Problem requirements: Search the data for the word "stream" and copy each line that has it.

------------------------------

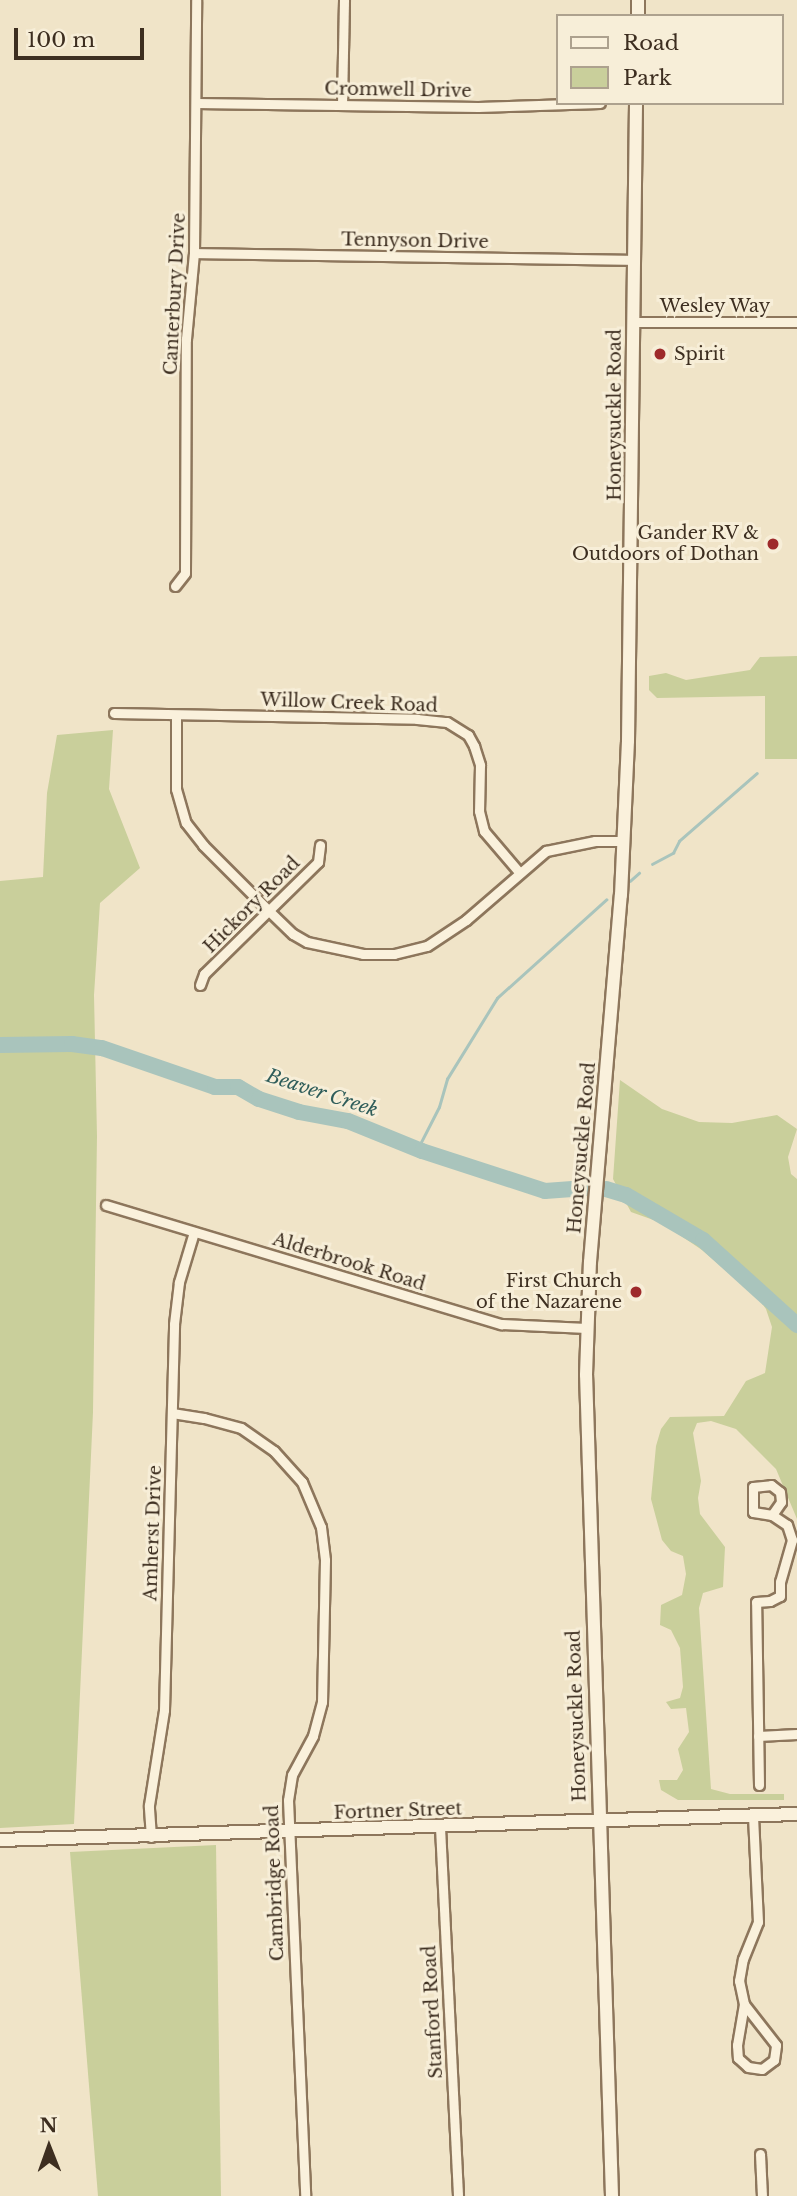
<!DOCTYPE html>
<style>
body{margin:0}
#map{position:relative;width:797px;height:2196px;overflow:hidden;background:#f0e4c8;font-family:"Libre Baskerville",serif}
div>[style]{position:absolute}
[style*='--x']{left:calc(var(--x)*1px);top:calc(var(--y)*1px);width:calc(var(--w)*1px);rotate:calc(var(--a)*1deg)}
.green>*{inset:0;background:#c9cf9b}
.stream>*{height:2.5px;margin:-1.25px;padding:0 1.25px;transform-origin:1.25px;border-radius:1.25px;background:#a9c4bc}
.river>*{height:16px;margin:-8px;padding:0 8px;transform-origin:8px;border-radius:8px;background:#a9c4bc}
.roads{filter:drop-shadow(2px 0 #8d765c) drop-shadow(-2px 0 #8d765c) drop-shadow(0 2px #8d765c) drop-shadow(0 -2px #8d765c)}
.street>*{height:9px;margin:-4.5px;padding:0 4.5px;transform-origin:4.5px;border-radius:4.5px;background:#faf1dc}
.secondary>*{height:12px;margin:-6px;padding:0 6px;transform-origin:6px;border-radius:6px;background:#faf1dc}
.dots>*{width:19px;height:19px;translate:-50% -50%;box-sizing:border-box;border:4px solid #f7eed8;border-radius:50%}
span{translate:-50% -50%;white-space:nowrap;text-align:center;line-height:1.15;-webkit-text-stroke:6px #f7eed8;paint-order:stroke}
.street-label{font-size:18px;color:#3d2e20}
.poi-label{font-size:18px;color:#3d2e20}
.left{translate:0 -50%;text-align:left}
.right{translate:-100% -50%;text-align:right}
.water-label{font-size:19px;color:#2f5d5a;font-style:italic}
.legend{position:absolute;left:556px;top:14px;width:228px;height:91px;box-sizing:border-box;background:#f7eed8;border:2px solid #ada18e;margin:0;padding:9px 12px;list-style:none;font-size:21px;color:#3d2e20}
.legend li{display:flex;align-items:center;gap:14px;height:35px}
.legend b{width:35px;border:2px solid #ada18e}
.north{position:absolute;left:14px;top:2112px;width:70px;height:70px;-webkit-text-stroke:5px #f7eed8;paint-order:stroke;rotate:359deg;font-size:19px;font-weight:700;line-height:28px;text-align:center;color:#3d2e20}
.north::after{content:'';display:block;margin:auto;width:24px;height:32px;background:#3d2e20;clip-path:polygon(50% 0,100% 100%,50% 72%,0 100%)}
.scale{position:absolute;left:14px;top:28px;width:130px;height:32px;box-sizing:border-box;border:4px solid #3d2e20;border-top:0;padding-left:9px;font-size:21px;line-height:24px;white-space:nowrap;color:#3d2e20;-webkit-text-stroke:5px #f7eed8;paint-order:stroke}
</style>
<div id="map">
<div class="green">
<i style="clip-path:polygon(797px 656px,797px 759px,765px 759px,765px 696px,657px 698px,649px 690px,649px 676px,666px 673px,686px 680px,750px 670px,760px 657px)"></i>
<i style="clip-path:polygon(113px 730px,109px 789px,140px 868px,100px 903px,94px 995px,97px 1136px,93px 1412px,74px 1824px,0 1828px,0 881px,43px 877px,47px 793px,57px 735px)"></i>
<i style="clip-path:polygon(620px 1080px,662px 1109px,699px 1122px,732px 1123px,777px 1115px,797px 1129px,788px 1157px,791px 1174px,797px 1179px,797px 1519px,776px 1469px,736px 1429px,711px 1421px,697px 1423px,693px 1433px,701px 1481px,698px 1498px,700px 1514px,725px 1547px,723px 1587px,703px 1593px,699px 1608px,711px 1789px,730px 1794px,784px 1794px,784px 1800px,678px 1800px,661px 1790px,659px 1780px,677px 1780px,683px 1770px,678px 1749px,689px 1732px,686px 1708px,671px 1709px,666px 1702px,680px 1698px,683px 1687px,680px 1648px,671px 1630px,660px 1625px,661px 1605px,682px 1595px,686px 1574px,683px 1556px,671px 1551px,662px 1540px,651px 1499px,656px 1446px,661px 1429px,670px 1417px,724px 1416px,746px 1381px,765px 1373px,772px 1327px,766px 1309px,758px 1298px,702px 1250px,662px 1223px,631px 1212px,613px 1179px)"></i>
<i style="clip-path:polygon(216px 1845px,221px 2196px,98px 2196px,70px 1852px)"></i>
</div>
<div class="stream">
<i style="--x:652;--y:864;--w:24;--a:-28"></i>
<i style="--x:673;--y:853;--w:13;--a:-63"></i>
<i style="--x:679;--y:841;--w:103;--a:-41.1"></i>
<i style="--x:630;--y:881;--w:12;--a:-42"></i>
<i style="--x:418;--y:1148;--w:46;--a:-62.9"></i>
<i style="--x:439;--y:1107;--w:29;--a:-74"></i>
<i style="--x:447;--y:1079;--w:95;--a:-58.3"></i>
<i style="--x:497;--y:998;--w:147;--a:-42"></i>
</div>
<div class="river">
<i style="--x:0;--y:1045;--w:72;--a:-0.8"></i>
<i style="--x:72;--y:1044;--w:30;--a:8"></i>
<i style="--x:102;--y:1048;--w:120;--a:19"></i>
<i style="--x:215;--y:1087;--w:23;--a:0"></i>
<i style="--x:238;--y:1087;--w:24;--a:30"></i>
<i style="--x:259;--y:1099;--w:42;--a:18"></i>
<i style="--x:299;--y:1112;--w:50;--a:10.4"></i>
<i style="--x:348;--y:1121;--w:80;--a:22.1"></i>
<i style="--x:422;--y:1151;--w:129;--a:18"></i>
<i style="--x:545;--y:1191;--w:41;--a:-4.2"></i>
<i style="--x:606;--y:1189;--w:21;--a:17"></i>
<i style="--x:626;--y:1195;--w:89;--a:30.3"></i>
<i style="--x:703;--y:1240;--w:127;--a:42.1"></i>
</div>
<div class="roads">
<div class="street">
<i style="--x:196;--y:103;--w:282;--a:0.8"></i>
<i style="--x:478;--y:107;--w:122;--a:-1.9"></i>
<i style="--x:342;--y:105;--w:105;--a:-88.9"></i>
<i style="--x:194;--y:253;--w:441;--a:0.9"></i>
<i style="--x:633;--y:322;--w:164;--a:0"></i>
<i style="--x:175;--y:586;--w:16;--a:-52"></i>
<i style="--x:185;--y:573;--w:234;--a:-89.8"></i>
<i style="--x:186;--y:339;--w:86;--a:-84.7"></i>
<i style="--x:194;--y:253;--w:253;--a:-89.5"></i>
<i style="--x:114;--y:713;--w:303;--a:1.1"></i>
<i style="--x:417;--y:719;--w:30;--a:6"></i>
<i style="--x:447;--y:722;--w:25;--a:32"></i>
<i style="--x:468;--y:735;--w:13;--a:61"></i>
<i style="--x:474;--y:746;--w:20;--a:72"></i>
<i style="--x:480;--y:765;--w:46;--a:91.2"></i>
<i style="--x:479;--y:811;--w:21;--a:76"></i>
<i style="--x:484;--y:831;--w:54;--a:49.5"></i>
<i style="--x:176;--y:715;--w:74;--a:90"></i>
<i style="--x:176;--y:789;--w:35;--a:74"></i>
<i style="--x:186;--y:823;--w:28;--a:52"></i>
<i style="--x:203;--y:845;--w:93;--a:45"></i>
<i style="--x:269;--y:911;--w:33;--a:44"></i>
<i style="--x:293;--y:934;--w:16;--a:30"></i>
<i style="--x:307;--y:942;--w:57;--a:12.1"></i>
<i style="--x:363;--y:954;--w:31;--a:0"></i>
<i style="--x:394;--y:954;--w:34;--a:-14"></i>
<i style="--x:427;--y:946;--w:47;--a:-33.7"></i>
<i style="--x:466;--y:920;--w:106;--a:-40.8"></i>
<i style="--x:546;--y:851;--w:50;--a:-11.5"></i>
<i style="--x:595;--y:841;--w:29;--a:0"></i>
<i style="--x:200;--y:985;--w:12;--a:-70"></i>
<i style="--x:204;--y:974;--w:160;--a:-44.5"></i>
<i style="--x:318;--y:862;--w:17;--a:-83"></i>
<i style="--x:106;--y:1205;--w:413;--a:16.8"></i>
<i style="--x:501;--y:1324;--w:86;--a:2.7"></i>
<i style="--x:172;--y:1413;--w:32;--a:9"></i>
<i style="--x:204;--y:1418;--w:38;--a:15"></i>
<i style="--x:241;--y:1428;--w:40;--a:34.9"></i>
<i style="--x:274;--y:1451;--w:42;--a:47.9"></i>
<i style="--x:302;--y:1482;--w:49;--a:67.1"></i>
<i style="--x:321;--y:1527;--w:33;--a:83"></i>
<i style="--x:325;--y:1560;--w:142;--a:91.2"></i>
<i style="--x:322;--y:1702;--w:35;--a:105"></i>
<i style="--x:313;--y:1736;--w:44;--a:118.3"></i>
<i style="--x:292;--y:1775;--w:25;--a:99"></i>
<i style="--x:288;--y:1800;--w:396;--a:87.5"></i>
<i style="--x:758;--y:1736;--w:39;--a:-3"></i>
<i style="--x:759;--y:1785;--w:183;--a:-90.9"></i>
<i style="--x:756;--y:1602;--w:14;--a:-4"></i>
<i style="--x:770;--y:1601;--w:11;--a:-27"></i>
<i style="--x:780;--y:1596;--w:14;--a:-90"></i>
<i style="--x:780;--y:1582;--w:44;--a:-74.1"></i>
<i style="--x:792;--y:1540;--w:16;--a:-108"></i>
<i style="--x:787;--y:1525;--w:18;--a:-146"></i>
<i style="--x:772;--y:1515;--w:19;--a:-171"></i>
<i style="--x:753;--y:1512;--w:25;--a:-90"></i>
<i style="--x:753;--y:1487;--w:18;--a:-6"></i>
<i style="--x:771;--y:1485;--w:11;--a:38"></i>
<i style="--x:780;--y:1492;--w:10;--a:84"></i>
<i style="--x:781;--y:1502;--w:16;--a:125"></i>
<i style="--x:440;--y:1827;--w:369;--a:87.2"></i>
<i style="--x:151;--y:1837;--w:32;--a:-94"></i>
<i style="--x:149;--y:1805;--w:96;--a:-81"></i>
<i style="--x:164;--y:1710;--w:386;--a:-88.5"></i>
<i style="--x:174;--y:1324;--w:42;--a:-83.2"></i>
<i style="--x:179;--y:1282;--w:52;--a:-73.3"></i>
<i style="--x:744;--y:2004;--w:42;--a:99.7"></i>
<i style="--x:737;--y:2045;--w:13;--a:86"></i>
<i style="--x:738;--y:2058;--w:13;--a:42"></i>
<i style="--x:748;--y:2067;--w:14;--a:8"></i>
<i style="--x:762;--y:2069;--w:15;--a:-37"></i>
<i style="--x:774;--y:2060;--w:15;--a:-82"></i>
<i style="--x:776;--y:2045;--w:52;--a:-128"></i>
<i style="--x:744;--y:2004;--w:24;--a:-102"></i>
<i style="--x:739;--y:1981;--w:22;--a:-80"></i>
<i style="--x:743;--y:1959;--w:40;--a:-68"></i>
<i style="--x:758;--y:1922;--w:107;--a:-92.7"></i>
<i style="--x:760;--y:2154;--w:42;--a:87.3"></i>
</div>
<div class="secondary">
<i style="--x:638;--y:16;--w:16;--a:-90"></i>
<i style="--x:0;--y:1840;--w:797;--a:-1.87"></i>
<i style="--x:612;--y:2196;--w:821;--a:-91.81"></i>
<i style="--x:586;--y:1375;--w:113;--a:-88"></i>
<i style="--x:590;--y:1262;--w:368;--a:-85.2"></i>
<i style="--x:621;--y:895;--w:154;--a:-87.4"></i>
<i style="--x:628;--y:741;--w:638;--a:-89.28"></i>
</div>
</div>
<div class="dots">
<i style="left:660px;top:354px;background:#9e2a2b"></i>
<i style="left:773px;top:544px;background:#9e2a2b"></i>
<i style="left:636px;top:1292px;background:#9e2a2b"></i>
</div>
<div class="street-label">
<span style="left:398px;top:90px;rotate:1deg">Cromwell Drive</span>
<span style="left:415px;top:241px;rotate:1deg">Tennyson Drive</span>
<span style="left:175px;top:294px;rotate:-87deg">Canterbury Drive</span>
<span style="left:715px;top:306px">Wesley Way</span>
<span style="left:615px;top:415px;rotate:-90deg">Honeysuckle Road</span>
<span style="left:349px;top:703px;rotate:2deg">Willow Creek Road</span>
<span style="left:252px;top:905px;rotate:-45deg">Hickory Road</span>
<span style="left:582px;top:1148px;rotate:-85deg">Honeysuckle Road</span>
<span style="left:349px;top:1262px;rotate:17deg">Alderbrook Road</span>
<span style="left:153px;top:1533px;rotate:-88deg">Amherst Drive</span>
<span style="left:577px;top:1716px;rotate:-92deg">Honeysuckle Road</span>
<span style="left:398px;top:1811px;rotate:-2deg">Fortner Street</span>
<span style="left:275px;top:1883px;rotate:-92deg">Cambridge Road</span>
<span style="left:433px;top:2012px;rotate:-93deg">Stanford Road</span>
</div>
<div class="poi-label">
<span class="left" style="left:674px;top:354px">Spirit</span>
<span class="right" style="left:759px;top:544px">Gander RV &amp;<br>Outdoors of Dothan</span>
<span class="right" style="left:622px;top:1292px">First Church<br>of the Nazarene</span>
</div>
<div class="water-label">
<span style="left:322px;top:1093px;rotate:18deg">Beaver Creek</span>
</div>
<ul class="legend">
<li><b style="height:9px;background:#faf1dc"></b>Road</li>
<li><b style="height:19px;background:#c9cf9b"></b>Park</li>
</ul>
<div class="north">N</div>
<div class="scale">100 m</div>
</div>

------------------------------

Written solution:
.stream>*{height:2.5px;margin:-1.25px;padding:0 1.25px;transform-origin:1.25px;border-radius:1.25px;background:#a9c4bc}
<div class="stream">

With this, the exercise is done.